The Woman at the Light: A Novel by Joanna Brady
My rating: 4 of 5 stars
Nearly two years ago, my husband and I honeymooned in the Florida Keys. Joanna Brady's vivid descriptions of Key West--the heat, humidity, and history of "wrecking" (the practice of salvaging goods off wrecked ships for profit)--had me feeling like I was right back on the islands. Of course, that may have been due to reading most of the book while sitting in the hot sun of the terrace during my lunch breaks, but I prefer to think of it as "sensory immersion."

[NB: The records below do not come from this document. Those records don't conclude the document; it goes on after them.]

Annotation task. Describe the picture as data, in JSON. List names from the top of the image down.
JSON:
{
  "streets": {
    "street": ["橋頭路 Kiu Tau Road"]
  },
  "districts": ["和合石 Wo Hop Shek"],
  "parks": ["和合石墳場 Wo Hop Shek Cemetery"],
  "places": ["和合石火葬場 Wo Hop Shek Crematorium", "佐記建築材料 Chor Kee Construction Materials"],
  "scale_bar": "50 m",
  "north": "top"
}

There really were female lightkeepers back in the 1800s, primarily widows or daughters of lightkeepers who died or became incapacitated. Emily Lowry is a fictional member of that sisterhood. When her husband vanishes without a trace, she takes over as lightkeeper of Wrecker's Cay, struggling to raise her three young children and another on the way. One day an escaped slave washes up on shore during a storm, and her children persuade her to let him stay and learn to be her assistant keeper. Emily's views on slavery evolve over the course of the next couple of years, as Andrew shifts from being a mistrusted stranger to the love of her life. But storms of all sorts blow across the islands, and nothing lasts forever. Deception and harsh social realities of the 1840s pull her family apart, and loss shadows her every turn.
I am very thankful to have read this novel in the sunshine. The constant specter of death and grief often left me feeling melancholy as it was, so I'm glad gloomy weather did not magnify that effect. I am also grateful for the times of joy and peace which balanced the mood.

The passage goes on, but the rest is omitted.